## Directions:
The answer must be an exact reproduction of all the entries.

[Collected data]
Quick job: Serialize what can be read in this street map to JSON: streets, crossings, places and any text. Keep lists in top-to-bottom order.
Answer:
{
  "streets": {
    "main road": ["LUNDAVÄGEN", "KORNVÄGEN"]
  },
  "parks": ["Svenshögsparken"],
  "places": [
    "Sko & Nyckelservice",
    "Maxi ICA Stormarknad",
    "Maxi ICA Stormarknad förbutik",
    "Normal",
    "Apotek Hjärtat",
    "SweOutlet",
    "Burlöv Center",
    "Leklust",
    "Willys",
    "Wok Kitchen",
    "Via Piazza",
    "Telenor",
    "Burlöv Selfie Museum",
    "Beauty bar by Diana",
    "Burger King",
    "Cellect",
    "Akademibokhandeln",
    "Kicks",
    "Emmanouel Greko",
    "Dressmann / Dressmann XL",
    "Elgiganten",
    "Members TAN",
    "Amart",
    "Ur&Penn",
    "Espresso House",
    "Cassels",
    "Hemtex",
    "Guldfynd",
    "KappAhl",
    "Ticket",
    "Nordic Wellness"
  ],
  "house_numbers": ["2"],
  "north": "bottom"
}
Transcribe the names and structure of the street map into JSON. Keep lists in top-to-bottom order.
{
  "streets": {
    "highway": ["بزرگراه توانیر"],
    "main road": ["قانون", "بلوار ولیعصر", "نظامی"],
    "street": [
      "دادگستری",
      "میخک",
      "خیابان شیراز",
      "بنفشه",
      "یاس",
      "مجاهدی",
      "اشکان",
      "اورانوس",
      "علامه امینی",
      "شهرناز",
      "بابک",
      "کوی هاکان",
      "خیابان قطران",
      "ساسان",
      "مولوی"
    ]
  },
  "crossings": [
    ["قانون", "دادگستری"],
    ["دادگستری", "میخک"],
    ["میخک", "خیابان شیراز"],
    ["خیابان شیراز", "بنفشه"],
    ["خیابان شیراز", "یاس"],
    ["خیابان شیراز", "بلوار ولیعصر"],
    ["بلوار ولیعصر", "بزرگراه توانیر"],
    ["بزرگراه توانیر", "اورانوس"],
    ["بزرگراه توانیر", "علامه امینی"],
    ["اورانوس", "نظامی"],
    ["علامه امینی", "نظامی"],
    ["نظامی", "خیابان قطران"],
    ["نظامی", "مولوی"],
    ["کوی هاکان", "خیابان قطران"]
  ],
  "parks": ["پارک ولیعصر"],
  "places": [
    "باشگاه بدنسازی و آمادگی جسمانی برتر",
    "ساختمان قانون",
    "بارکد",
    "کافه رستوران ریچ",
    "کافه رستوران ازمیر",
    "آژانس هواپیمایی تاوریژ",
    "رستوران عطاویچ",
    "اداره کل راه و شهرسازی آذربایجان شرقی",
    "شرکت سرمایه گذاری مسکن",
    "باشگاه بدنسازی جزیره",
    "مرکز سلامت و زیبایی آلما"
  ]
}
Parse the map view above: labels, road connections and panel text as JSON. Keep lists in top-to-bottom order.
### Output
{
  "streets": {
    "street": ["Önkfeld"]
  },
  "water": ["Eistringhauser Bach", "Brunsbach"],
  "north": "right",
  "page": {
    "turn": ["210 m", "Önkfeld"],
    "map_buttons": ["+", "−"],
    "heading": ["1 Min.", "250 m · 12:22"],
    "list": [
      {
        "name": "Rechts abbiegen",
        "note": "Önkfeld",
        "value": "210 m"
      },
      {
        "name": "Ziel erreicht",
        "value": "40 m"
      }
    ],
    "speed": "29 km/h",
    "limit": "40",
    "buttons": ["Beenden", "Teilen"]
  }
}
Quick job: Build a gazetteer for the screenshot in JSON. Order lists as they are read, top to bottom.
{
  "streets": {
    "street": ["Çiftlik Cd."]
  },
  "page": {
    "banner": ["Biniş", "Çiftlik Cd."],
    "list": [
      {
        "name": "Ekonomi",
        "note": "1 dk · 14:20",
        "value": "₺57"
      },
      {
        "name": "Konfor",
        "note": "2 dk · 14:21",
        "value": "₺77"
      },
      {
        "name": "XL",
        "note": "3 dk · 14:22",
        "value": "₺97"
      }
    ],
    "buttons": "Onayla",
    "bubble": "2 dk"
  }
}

## Your solution:
Quick job: Serialize what can be read in this street map to JSON: streets, crossings, places and any text. Keep lists in top-to-bottom order.
Answer:
{
  "streets": {
    "main road": ["LUNDAVÄGEN", "KORNVÄGEN"]
  },
  "parks": ["Svenshögsparken"],
  "places": [
    "Sko & Nyckelservice",
    "Maxi ICA Stormarknad",
    "Maxi ICA Stormarknad förbutik",
    "Normal",
    "Apotek Hjärtat",
    "SweOutlet",
    "Burlöv Center",
    "Leklust",
    "Willys",
    "Wok Kitchen",
    "Via Piazza",
    "Telenor",
    "Burlöv Selfie Museum",
    "Beauty bar by Diana",
    "Burger King",
    "Cellect",
    "Akademibokhandeln",
    "Kicks",
    "Emmanouel Greko",
    "Dressmann / Dressmann XL",
    "Elgiganten",
    "Members TAN",
    "Amart",
    "Ur&Penn",
    "Espresso House",
    "Cassels",
    "Hemtex",
    "Guldfynd",
    "KappAhl",
    "Ticket",
    "Nordic Wellness"
  ],
  "house_numbers": ["2"],
  "north": "bottom"
}
Transcribe the names and structure of the street map into JSON. Keep lists in top-to-bottom order.
{
  "streets": {
    "highway": ["بزرگراه توانیر"],
    "main road": ["قانون", "بلوار ولیعصر", "نظامی"],
    "street": [
      "دادگستری",
      "میخک",
      "خیابان شیراز",
      "بنفشه",
      "یاس",
      "مجاهدی",
      "اشکان",
      "اورانوس",
      "علامه امینی",
      "شهرناز",
      "بابک",
      "کوی هاکان",
      "خیابان قطران",
      "ساسان",
      "مولوی"
    ]
  },
  "crossings": [
    ["قانون", "دادگستری"],
    ["دادگستری", "میخک"],
    ["میخک", "خیابان شیراز"],
    ["خیابان شیراز", "بنفشه"],
    ["خیابان شیراز", "یاس"],
    ["خیابان شیراز", "بلوار ولیعصر"],
    ["بلوار ولیعصر", "بزرگراه توانیر"],
    ["بزرگراه توانیر", "اورانوس"],
    ["بزرگراه توانیر", "علامه امینی"],
    ["اورانوس", "نظامی"],
    ["علامه امینی", "نظامی"],
    ["نظامی", "خیابان قطران"],
    ["نظامی", "مولوی"],
    ["کوی هاکان", "خیابان قطران"]
  ],
  "parks": ["پارک ولیعصر"],
  "places": [
    "باشگاه بدنسازی و آمادگی جسمانی برتر",
    "ساختمان قانون",
    "بارکد",
    "کافه رستوران ریچ",
    "کافه رستوران ازمیر",
    "آژانس هواپیمایی تاوریژ",
    "رستوران عطاویچ",
    "اداره کل راه و شهرسازی آذربایجان شرقی",
    "شرکت سرمایه گذاری مسکن",
    "باشگاه بدنسازی جزیره",
    "مرکز سلامت و زیبایی آلما"
  ]
}
Parse the map view above: labels, road connections and panel text as JSON. Keep lists in top-to-bottom order.
### Output
{
  "streets": {
    "street": ["Önkfeld"]
  },
  "water": ["Eistringhauser Bach", "Brunsbach"],
  "north": "right",
  "page": {
    "turn": ["210 m", "Önkfeld"],
    "map_buttons": ["+", "−"],
    "heading": ["1 Min.", "250 m · 12:22"],
    "list": [
      {
        "name": "Rechts abbiegen",
        "note": "Önkfeld",
        "value": "210 m"
      },
      {
        "name": "Ziel erreicht",
        "value": "40 m"
      }
    ],
    "speed": "29 km/h",
    "limit": "40",
    "buttons": ["Beenden", "Teilen"]
  }
}
Quick job: Build a gazetteer for the screenshot in JSON. Order lists as they are read, top to bottom.
{
  "streets": {
    "street": ["Çiftlik Cd."]
  },
  "page": {
    "banner": ["Biniş", "Çiftlik Cd."],
    "list": [
      {
        "name": "Ekonomi",
        "note": "1 dk · 14:20",
        "value": "₺57"
      },
      {
        "name": "Konfor",
        "note": "2 dk · 14:21",
        "value": "₺77"
      },
      {
        "name": "XL",
        "note": "3 dk · 14:22",
        "value": "₺97"
      }
    ],
    "buttons": "Onayla",
    "bubble": "2 dk"
  }
}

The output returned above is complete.